The artist is from Basra, a place that used to be a beautiful city. When Assaf returned he found it in ruins, its river polluted. He dedicated to Basra an installation that includes a small pyramid of dates, family photographs, and a video with stills of birds caught in the Gulf Oil Spill accompanied by an Arabic children’s song about the river. The intersections of environmental disaster and family made this one of the most compelling installations in the pavilion.
In Azad Nanakeli's Destnuej (Purification), a man repeatedly tries to purify himself as he is first engulfed by blood and then submerged by oil.
A stunning installation of red mylar by Walid Siti evoked the dried up Great Zab river, a tributary of the Tigris (see lightbox). Meso filled the entrance hall of the exhibition with an intense red curtain that felt celebratory and tragic at the same time.
Ahmed Alsoundani’s turbulent compositions cascade on the surface of the canvas, revealing horrible scenes of carnage, death and destruction (see lightbox). The densely crowded compositions are as abstract as a carpet and as specific as a Goya.
II: The Future of a Promise: Contemporary Art from the Arab World
What a wonderful name, at this point in history, for this exhibition of 22 artists, curated by Lina Lazaar. Ziad Abillama’s sign pointing to ‘Arabes’ in every direction evokes the endless possibilities: the artists are based in many countries and have as many trajectories.
Taysir Batniji’s, GH 0809, an abbreviation of Gaza Houses 2008–09, co-opts the format of real estate advertising to present listings of houses in the Gaza strip, many of them ruined, with comments such as ‘building on stilts… beautiful exposure, inhabitants 27 people’. The absurdity of the listing underscores the ruinous situation in Gaza.

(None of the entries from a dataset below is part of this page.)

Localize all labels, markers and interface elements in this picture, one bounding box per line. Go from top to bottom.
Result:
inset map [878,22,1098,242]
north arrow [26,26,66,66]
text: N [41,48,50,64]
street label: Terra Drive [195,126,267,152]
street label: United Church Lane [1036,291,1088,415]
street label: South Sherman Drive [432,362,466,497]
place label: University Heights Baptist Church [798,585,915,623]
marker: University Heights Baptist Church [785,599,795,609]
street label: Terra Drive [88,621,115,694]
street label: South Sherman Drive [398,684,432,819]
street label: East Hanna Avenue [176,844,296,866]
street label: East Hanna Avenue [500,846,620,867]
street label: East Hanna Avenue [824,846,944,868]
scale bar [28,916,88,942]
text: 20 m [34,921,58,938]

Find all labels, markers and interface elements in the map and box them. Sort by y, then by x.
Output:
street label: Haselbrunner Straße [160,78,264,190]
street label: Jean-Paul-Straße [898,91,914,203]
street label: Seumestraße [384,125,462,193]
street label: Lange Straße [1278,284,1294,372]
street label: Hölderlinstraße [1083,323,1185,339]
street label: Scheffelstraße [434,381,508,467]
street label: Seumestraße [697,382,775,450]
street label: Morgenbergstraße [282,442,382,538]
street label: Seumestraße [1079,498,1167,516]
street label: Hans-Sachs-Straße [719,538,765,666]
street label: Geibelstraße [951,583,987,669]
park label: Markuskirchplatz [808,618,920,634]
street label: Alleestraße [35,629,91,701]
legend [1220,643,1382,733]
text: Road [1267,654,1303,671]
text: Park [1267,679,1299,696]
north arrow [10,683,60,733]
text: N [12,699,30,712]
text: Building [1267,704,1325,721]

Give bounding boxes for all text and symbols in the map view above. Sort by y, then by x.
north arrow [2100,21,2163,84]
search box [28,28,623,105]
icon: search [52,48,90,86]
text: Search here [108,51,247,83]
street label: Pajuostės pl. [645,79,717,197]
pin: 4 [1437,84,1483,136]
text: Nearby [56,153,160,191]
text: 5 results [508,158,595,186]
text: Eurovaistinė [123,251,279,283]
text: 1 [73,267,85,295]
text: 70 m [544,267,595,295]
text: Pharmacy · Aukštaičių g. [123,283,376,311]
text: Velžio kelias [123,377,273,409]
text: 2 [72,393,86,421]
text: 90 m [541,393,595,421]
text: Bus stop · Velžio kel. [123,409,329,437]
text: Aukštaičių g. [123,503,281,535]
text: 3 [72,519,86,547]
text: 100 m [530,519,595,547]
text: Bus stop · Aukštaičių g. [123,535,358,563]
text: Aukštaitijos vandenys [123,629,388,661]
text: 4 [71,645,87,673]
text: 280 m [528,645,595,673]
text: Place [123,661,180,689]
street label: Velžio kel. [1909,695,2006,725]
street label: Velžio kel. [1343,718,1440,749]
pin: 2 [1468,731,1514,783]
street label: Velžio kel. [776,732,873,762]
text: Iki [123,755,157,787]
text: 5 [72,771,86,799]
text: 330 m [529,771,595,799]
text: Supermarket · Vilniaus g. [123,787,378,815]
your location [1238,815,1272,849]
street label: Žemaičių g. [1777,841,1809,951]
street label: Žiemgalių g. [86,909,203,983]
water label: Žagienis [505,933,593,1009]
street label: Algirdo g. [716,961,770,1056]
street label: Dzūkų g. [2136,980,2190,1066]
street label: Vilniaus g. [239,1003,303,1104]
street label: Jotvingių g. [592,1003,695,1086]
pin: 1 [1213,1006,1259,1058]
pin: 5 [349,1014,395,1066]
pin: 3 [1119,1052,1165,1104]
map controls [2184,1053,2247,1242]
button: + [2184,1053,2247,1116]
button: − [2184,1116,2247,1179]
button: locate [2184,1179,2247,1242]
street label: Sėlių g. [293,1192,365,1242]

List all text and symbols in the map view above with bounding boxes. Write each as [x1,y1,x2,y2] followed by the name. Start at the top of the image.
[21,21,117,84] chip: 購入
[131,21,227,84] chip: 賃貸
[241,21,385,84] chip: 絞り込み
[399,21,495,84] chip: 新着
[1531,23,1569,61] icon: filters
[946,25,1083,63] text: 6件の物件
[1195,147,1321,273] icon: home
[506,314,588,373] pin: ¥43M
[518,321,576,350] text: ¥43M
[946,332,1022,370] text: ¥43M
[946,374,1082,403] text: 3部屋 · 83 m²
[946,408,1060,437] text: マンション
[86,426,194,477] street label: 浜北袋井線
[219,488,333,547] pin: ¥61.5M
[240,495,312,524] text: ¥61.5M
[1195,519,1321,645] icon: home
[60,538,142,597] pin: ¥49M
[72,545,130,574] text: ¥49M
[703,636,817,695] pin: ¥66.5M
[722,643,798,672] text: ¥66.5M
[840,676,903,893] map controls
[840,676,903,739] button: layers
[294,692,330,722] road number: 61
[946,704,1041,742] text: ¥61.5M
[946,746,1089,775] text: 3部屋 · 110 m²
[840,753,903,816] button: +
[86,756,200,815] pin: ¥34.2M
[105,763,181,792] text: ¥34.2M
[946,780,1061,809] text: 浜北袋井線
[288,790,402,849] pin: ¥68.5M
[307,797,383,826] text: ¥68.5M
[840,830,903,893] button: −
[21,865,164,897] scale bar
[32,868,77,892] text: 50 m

In stark contrast, Lara Baladi dazzles us aesthetically with her digital collage Rose (see lightbox). As her father died of cancer, the artist spent six months documenting the residue in coffee cups from visitors to the family in a futile attempt to predict a different future. She incorporated all of those cups in a lacelike abstraction.
In Manal al Dowayan’s Suspended Together, 200 fibreglass doves are frozen in place (see lightbox). Each one is covered with the document required for Saudi women who want to travel (with a male relative), underscoring that no matter how powerful women become, the restrictions on their travel in the Arab world still exist everywhere. Curator Lina Lazaar poses the question ‘Can visual culture . . . respond to both recent events and the future promise implied in these events?’ In this cross section of works, the answer is yes, but with a heavy dose of aesthetics and restraint.
III: The Egyptian Pavilion: ‘30 Days of Running in the Place, Ahmed Basiony (1978–2011)’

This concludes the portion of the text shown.